Él se detuvo y se dio la vuelta. Se le veían los ojos cansados, vacíos. Era evidente que estaba impaciente por volver junto a Lily.

—Lo siento.

—Gracias.

—No debería haberla llevado al…

—No quiero hablar de eso ahora.

—Está bien. ¿Puedo hacer algo por ti?

—No.

—¿Quieres que te traiga algo de comer o de beber?

Él negó con la cabeza. Se dio la vuelta para marcharse y, de pronto, se volvió nuevamente.

—Lo cierto es que sí me podrías hacer un favor. He salido tan de prisa de casa que me he dejado allí la cartera y el móvil. ¿Te importaría ir a buscarlo y traérmelo?

—Por supuesto. ¿Tienes aquí la furgoneta?

Ian se sacó las llaves del bolsillo y se las dio.

—Está en el aparcamiento de atrás.

—¿Algo más?

—No, gracias.

—Esperaré aquí a que salgas. No tengas prisa.

—De acuerdo. Creo que dejé la cartera en la mesilla. Pero si no está ahí, la encontrarás en la cocina. El teléfono está encima de la mesa.

—De acuerdo.

Ian asintió con gesto serio y se dirigió hacia las puertas.

—Será mejor que vuelva.

Resultaba extraño estar en la casa de Ian. Estaba todo oscuro, así que Joey encendió la luz del techo para subir al dormitorio. Se detuvo un momento para mirar las fotos que había en una consola en el pasillo del piso de arriba. Cogió una en la que aparecía una sonriente mujer montada a caballo. Tenía que ser Cait.

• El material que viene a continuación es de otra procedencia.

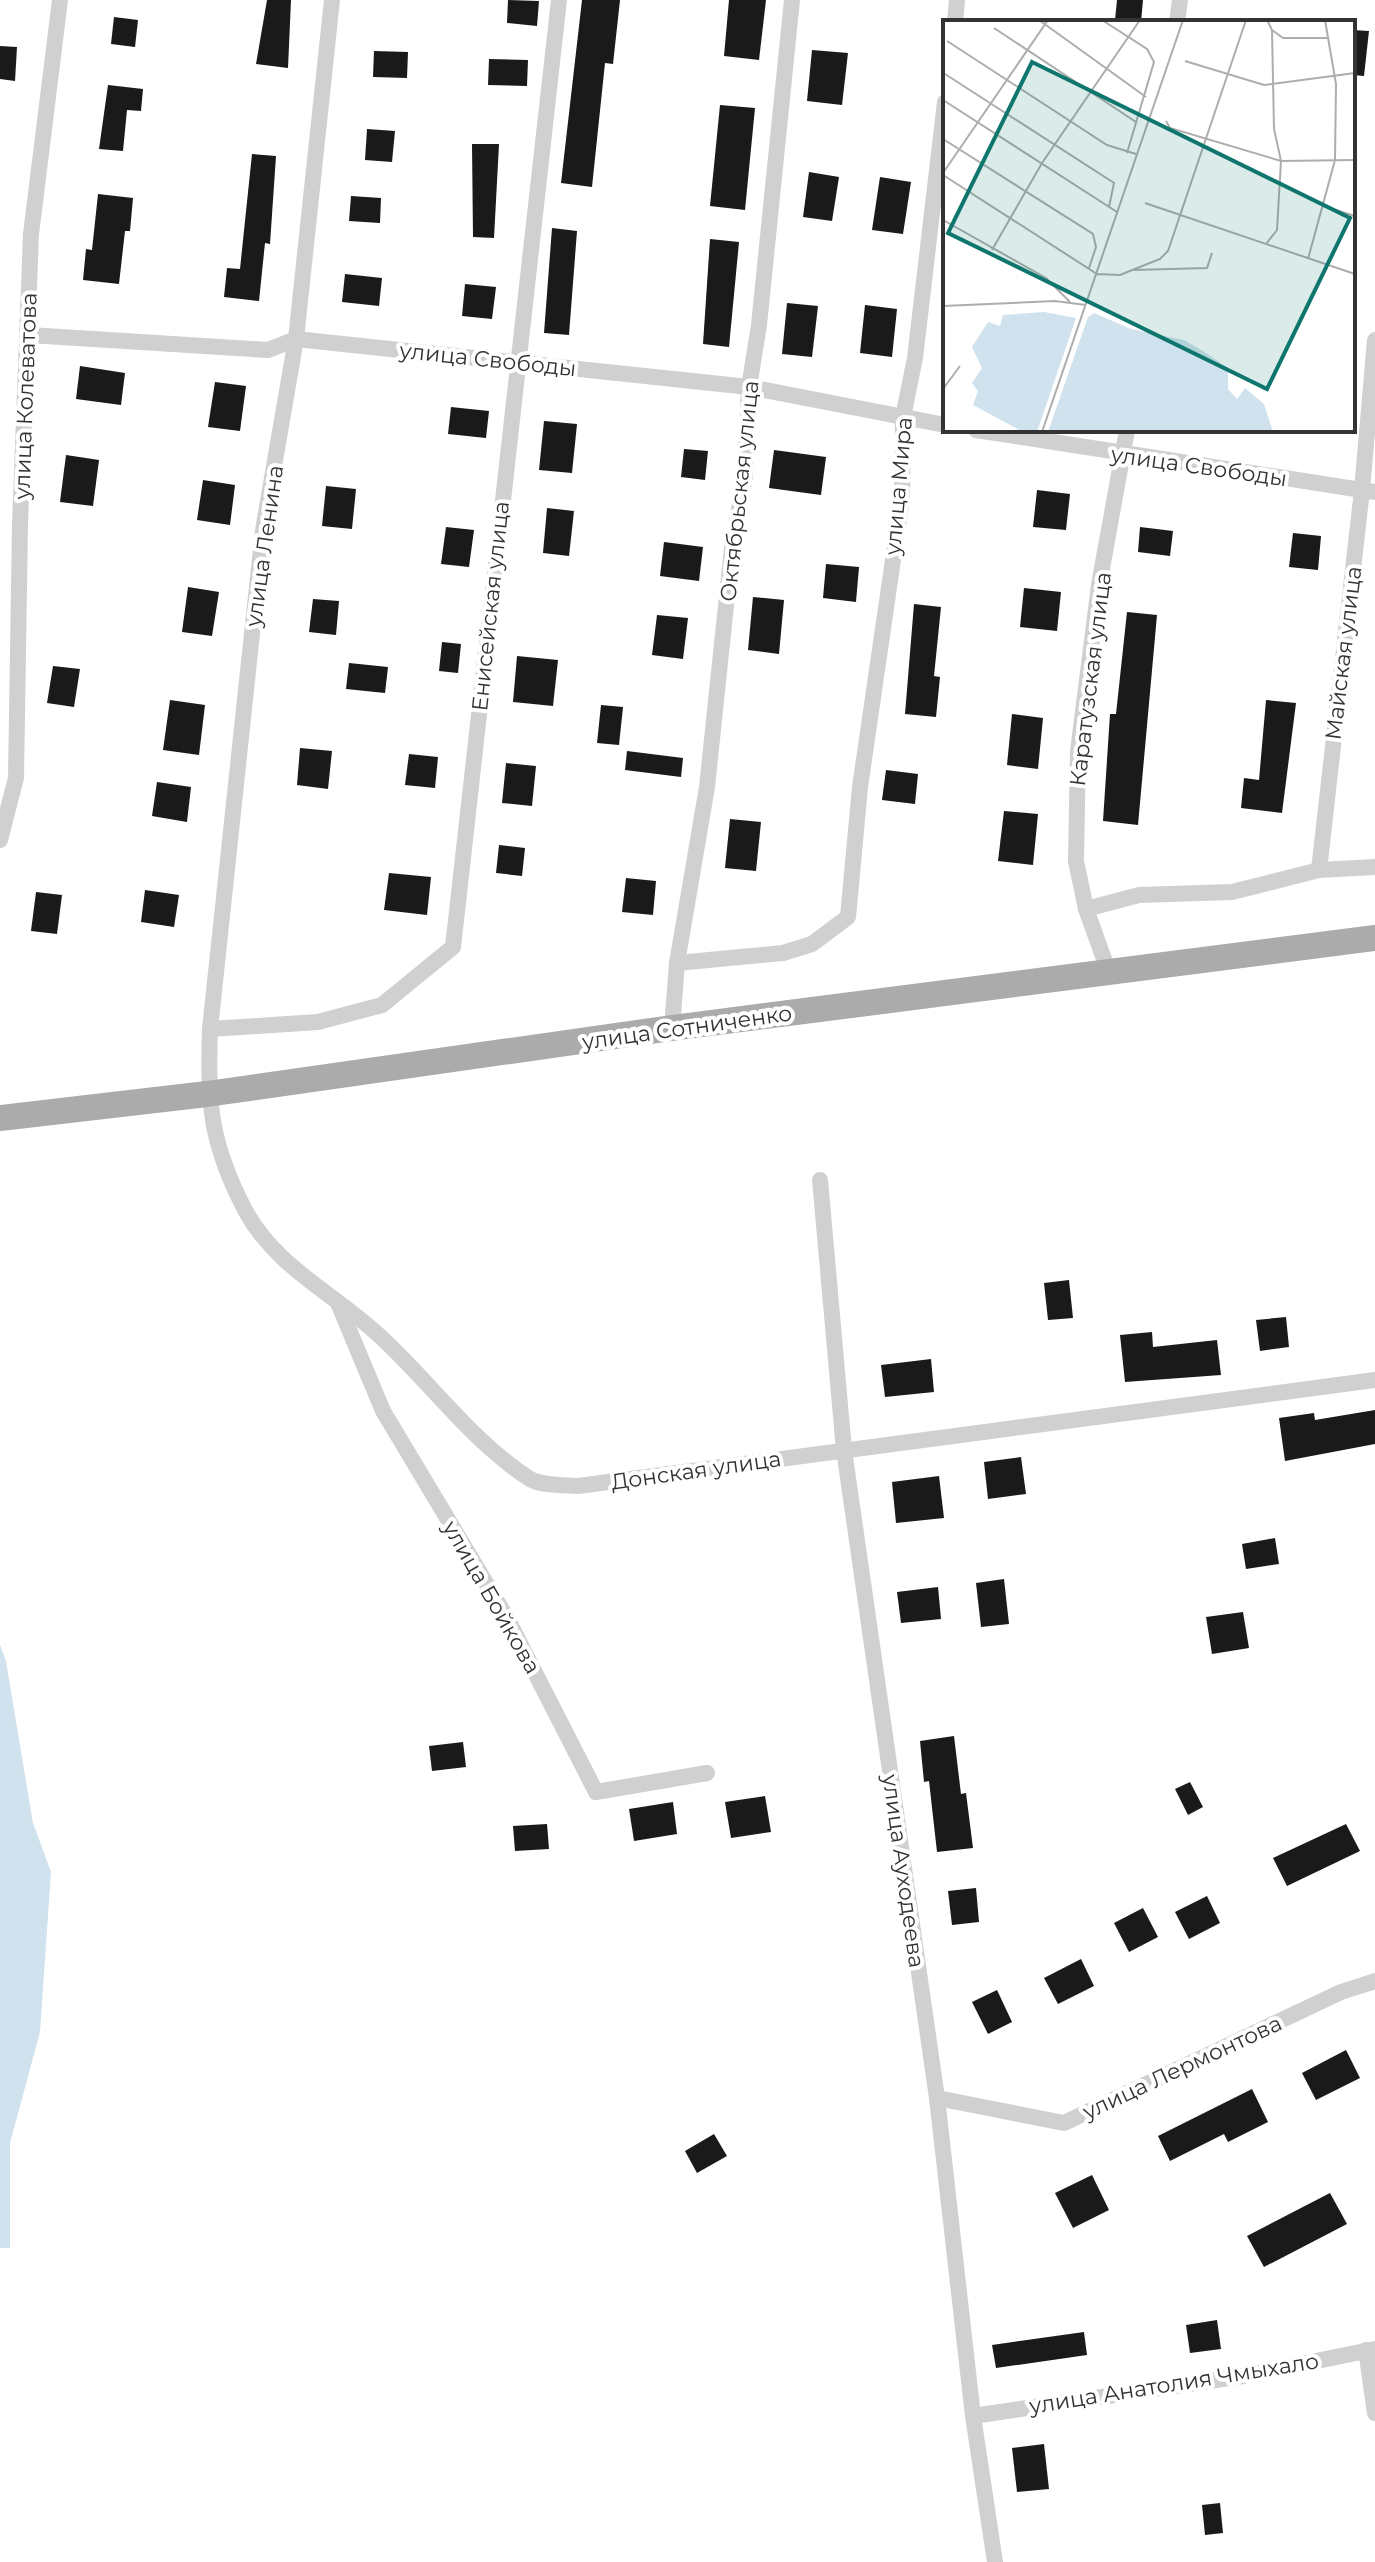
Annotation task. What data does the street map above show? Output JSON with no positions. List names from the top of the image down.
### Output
{
  "streets": {
    "main road": ["улица Сотниченко"],
    "street": [
      "улица Свободы",
      "улица Колеватова",
      "улица Мира",
      "Октябрьская улица",
      "улица Ленина",
      "Енисейская улица",
      "Майская улица",
      "Каратузская улица",
      "Донская улица",
      "улица Бойкова",
      "улица Ауходеева",
      "улица Лермонтова",
      "улица Анатолия Чмыхало"
    ]
  },
  "crossings": [
    ["улица Свободы", "улица Колеватова"],
    ["улица Свободы", "улица Мира"],
    ["улица Свободы", "Октябрьская улица"],
    ["улица Свободы", "улица Ленина"],
    ["улица Свободы", "Енисейская улица"],
    ["улица Свободы", "Майская улица"],
    ["улица Свободы", "Каратузская улица"],
    ["улица Мира", "Октябрьская улица"],
    ["Октябрьская улица", "улица Сотниченко"],
    ["улица Ленина", "Енисейская улица"],
    ["улица Ленина", "улица Сотниченко"],
    ["улица Ленина", "Донская улица"],
    ["Каратузская улица", "улица Сотниченко"],
    ["улица Сотниченко", "Донская улица"],
    ["Донская улица", "улица Бойкова"],
    ["Донская улица", "улица Ауходеева"],
    ["улица Ауходеева", "улица Лермонтова"],
    ["улица Ауходеева", "улица Анатолия Чмыхало"]
  ]
}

Joey encendió la lámpara de la consola y acercó el marco a la luz. Cait había sido una mujer muy hermosa, muy feliz, a juzgar por la foto, y llena de energía. En las últimas semanas le había resultado demasiado fácil pensar en ella como alguien que no era una persona de verdad, sino más bien un obstáculo que superar, una irritante causa de dolor y remordimiento.

—Lo siento —dijo Joey en un susurro, aunque no sabía por qué se estaba disculpando. ¿Por no haber cuidado mejor de Lily? ¿O por enamorarse de Ian? Pensó en lo injusto que era eso, mientras miraba la foto y las lágrimas asomaban a sus ojos. Por primera vez, experimentó algo de la tristeza que Ian y Lilia cargaban sobre sus hombros.

Devolvió la foto a su sitio y se dirigió al dormitorio. Lo que verdaderamente deseaba era abrir el armario de Ian e inspirar su fragancia impregnada en sus camisas y jerséis. Quería ver lo que había en sus cajones, repasar los títulos de los libros en las estanterías, tenderse en su cama y dejarse envolver por su mundo íntimo. Pero no podía hacerlo. El mero hecho de estar allí hacía que se sintiera como una
voyeur
. Ahora que había sentido aquella conexión, aunque débil, con Cait, la persona de carne y hueso que había perdido la vida a tan temprana edad y de una manera tan trágica, Joey casi tenía la sensación de que estuviera observándola mientras recorría las habitaciones, tomándose su tiempo para hacer lo que Ian le había pedido.